If there is one theme that emerges clearly from Saddam Hussein's political career, it's that he's a survivor. In fact, that's one lesson of the Iraq hawks' staple anecdotes about the various cruelties he's inflicted on his own people: The man will do anything to survive politically. And physical survival is a prerequisite for political survival. Anne suggests that Saddam may be the kind of guy who would "risk the destruction of his country, if he thought, for some reason, that he or his regime was in danger." Precisely. He would do anything to survive—and that is the key to successful nuclear deterrence.

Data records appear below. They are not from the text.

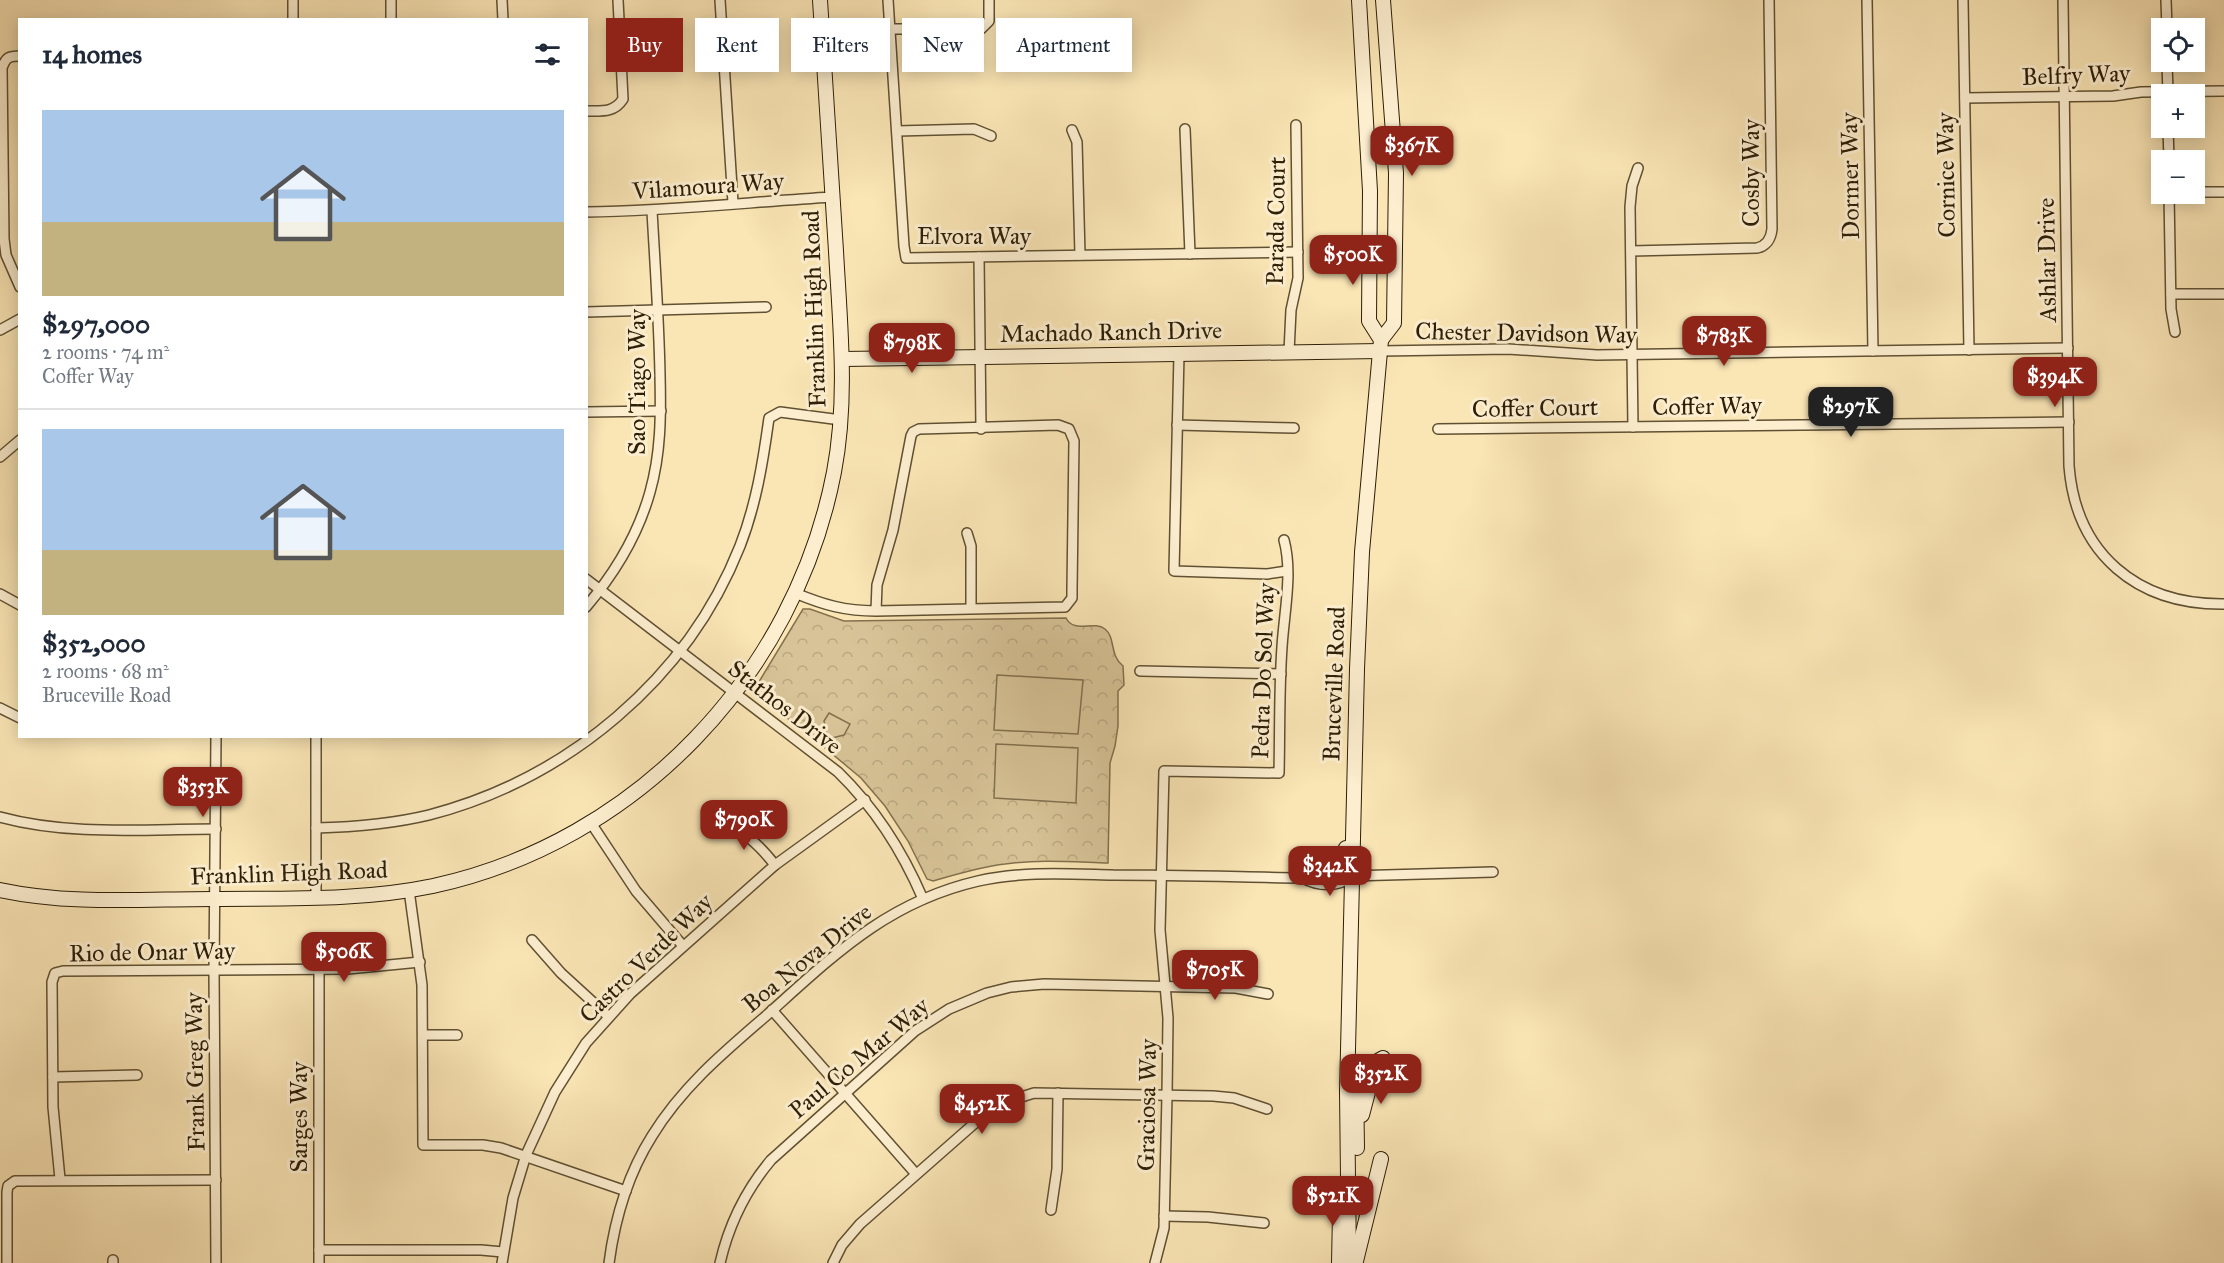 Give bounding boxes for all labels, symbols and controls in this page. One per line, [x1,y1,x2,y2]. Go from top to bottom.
chip: Buy [606,18,683,72]
chip: Rent [695,18,779,72]
chip: Filters [791,18,890,72]
chip: New [902,18,984,72]
chip: Apartment [996,18,1132,72]
map controls [2151,18,2205,204]
button: locate [2151,18,2205,72]
text: 14 homes [42,38,142,70]
icon: filters [531,38,564,71]
street label: Belfry Way [2021,58,2132,92]
button: + [2151,84,2205,138]
street label: Dormer Way [1834,111,1866,240]
street label: Cornice Way [1930,111,1962,238]
street label: Cosby Way [1736,118,1766,227]
pin: $367K [1370,126,1454,177]
text: $367K [1384,133,1440,157]
icon: home [249,149,357,257]
button: − [2151,150,2205,204]
street label: Parada Court [1260,156,1292,286]
street label: Vilamoura Way [630,166,786,206]
street label: Ashlar Drive [2031,197,2063,324]
street label: Franklin High Road [796,210,832,408]
street label: Elvora Way [917,221,1032,251]
pin: $500K [1311,235,1395,286]
text: $500K [1324,242,1382,266]
text: $297,000 [42,308,150,340]
street label: Sao Tiago Way [622,308,652,455]
street label: Machado Ranch Drive [1000,315,1222,349]
street label: Chester Davidson Way [1415,316,1638,350]
pin: $783K [1682,316,1766,367]
pin: $798K [870,323,954,374]
text: $783K [1696,323,1752,347]
text: $798K [883,330,941,354]
text: 2 rooms · 74 m² [42,340,169,364]
pin: $394K [2013,357,2097,408]
text: Coffer Way [42,364,134,388]
text: $394K [2027,364,2083,388]
pin: $297K [1809,387,1893,438]
street label: Coffer Way [1652,390,1763,422]
street label: Coffer Court [1472,392,1599,424]
text: $297K [1822,394,1880,418]
icon: home [249,468,357,576]
street label: Pedra Do Sol Way [1245,582,1281,760]
street label: Bruceville Road [1316,606,1352,762]
text: $352,000 [42,627,146,659]
street label: Stathos Drive [722,653,848,761]
text: 2 rooms · 68 m² [42,659,169,683]
text: Bruceville Road [42,683,171,707]
pin: $353K [161,767,245,818]
text: $353K [177,774,229,798]
pin: $790K [702,800,786,851]
text: $790K [714,807,774,831]
pin: $342K [1288,846,1372,897]
text: $342K [1302,853,1358,877]
street label: Franklin High Road [190,855,388,891]
street label: Castro Verde Way [573,886,719,1029]
street label: Boa Nova Drive [736,897,878,1019]
pin: $506K [302,932,386,983]
street label: Rio de Onar Way [69,936,236,968]
text: $506K [315,939,373,963]
pin: $705K [1173,950,1257,1001]
text: $705K [1186,957,1244,981]
street label: Paul Co Mar Way [783,990,936,1125]
street label: Frank Greg Way [179,992,211,1152]
street label: Graciosa Way [1131,1038,1163,1171]
pin: $352K [1339,1054,1423,1105]
street label: Sarges Way [284,1061,314,1172]
text: $352K [1354,1061,1408,1085]
pin: $452K [940,1084,1024,1135]
text: $452K [954,1091,1010,1115]
pin: $521K [1291,1176,1375,1227]
text: $521K [1306,1183,1360,1207]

At one point Anne does briefly touch on the question of whether Saddam is not just ruthless but actually crazy. She says it is "folly" to believe that "megalomaniacal tyrants ... behave in the way rational people do" and brings up the example of Hitler, who committed suicide. But—even if I grant you that Saddam is in Hitler's psychological league, which I don't—the fact is that Hitler didn't choose death over life. He chose one form of death over another. He no doubt knew that we'd kill him if we caught him, and Nuremberg proved him right.
So far as I can tell, then, neither Anne nor Will has laid a glove on Steve Chapman's formidable critique of the argument that Saddam isn't containable. Having said that, let me stress that I don't think Saddam's containability settles the matter of war. In an age when governments can secretly give weapons of mass destruction to terrorists who can then deliver them without a return address, containment isn't enough. We have to somehow make sure that Iraq isn't making weapons of mass destruction. Looking further ahead, we have to (as Kate Taylor suggests) figure out a way to make sure no one else is making them either—that is, we have to start building an effective international mechanism for policing weapons of mass destruction.

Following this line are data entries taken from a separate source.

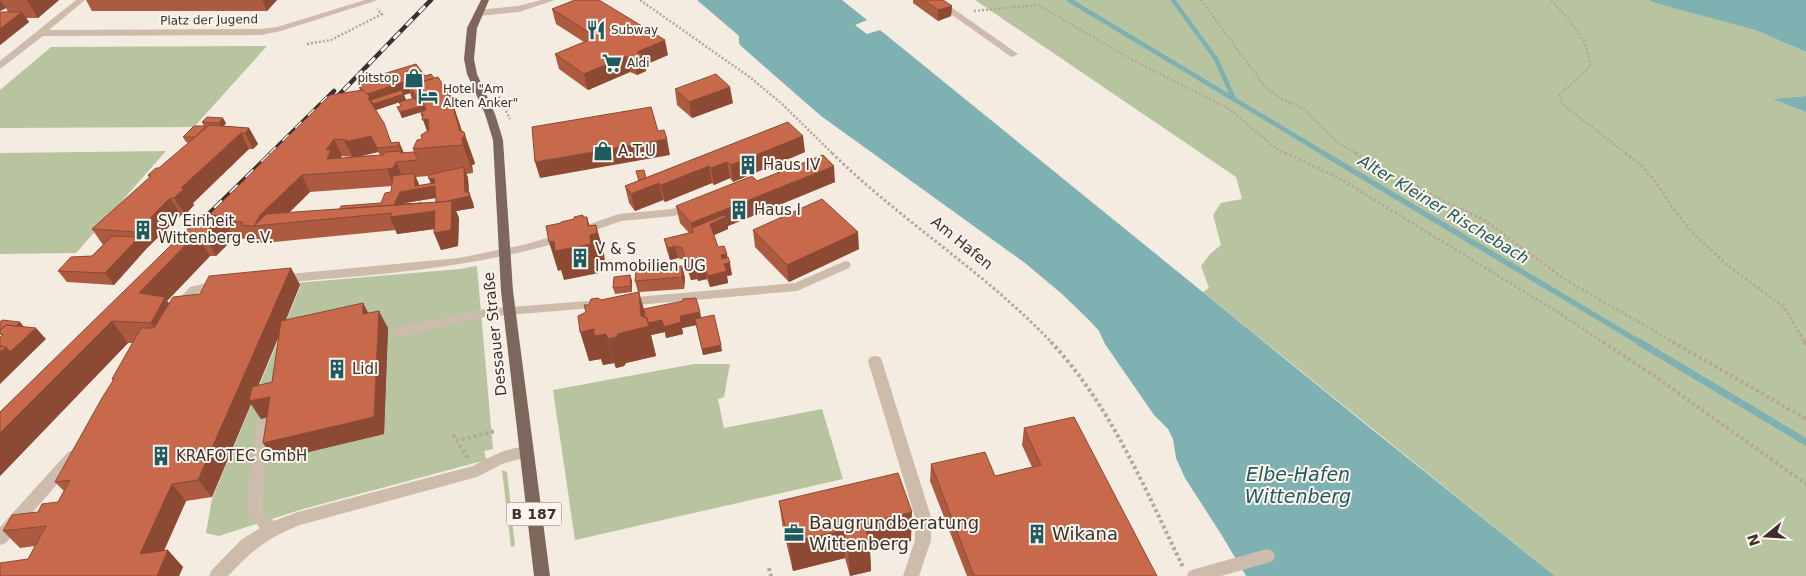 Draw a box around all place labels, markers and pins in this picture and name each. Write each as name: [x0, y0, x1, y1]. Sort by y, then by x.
restaurant icon: Subway: [585, 19, 607, 41]
place label: Subway: [611, 23, 658, 37]
supermarket icon: Aldi: [601, 52, 623, 74]
place label: Aldi: [627, 56, 650, 70]
shop icon: pitstop: [403, 67, 425, 89]
place label: pitstop: [357, 71, 399, 85]
place label: Hotel "Am Alten Anker": [443, 82, 518, 110]
hotel icon: Hotel "Am Alten Anker": [417, 85, 439, 107]
shop icon: A.T.U: [592, 140, 614, 162]
place label: A.T.U: [618, 142, 656, 160]
building icon: Haus IV: [737, 154, 759, 176]
place label: Haus IV: [763, 156, 821, 174]
building icon: Haus I: [728, 199, 750, 221]
place label: Haus I: [754, 201, 801, 219]
place label: SV Einheit Wittenberg e.V.: [158, 212, 273, 247]
building icon: SV Einheit Wittenberg e.V.: [132, 219, 154, 241]
place label: V & S Immobilien UG: [595, 240, 706, 275]
building icon: V & S Immobilien UG: [569, 247, 591, 269]
building icon: Lidl: [326, 358, 348, 380]
place label: Lidl: [352, 360, 378, 378]
building icon: KRAFOTEC GmbH: [150, 445, 172, 467]
place label: KRAFOTEC GmbH: [176, 447, 307, 465]
place label: Baugrundberatung Wittenberg: [809, 512, 979, 554]
office icon: Baugrundberatung Wittenberg: [783, 522, 805, 544]
building icon: Wikana: [1026, 523, 1048, 545]
place label: Wikana: [1052, 523, 1118, 544]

It is this daunting but essential long-range goal that our Iraq policy should be subordinate to. There is no basis for the Bush administration's claim that Iraq per se poses some kind of urgent, eminent threat. I'm not aware of any reputable expert who believes that Saddam Hussein now has a true weapon of mass destruction—i.e., either a nuke or a highly contagious germ for which there is no vaccine. Besides, there's no reason to believe he'd give such things to al-Qaida, whose long-run plan is to eliminate regimes like his. So we can afford to calm down and play this thing coolly, with the long-run goal in mind.
I'd support a war against Iraq that was in the service of this goal—a war that was part of an earnest effort to a) get an intrusive inspection team into Iraq; b) shore up respect for U.N. inspections mandates generally; and c) make some progress toward the evolution of a viable international weapons policing mechanism. But I can't support a war that uses an insincere inspections ultimatum as a pretext for pre-emptive "regime change."

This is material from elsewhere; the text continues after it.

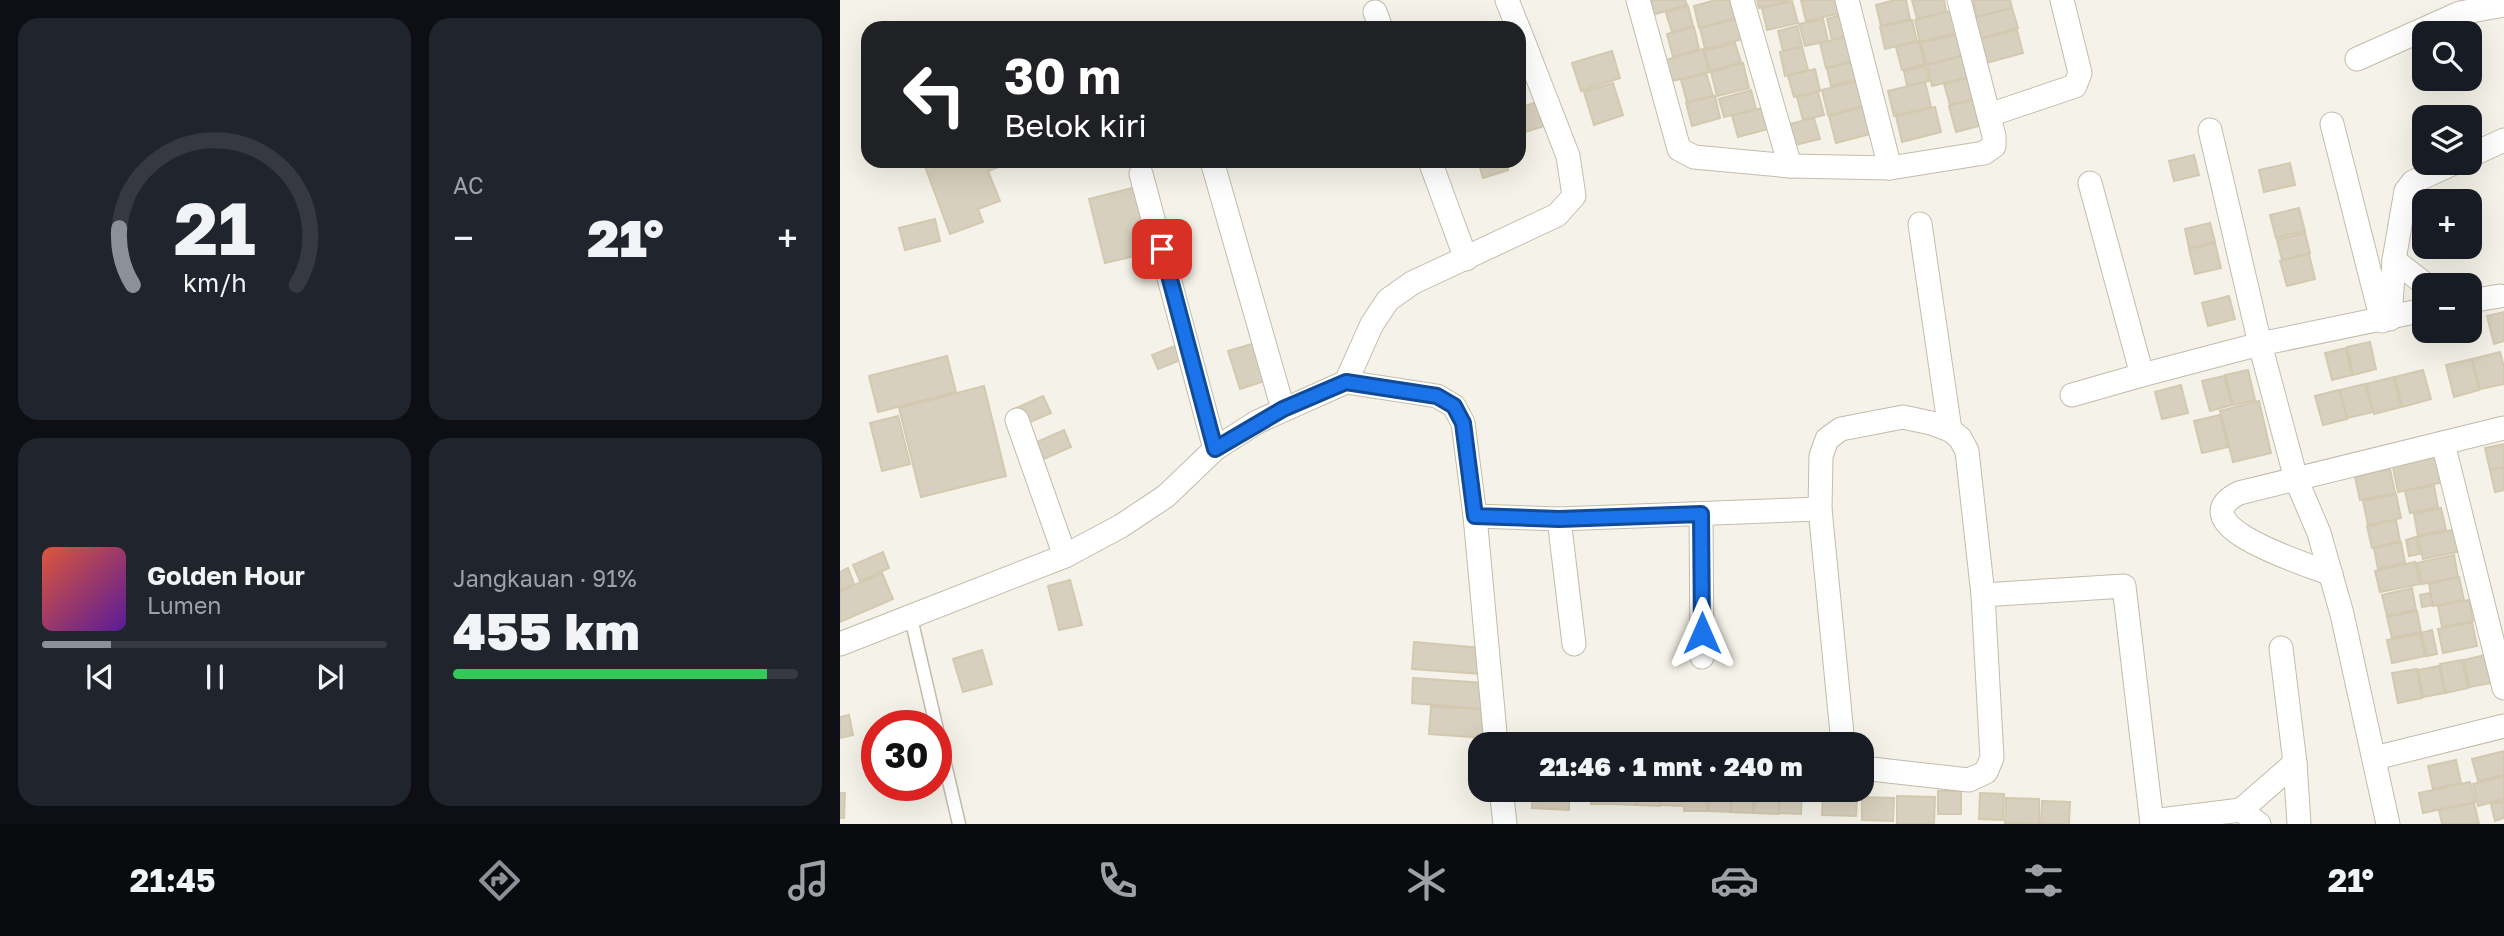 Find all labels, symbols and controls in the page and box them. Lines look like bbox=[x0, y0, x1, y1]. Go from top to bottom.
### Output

In other words, I'd support a war that was truly being waged on behalf of international law and its further evolution, rather than in violation of international law. So far I see no solid evidence that that's what the Bush administration has in mind. Then again, what the Bush administration has "in mind" can change on a daily basis, as the struggle for its soul continues. So I guess there's still hope.
—Robert Wright writes "The Earthling" column for Slate.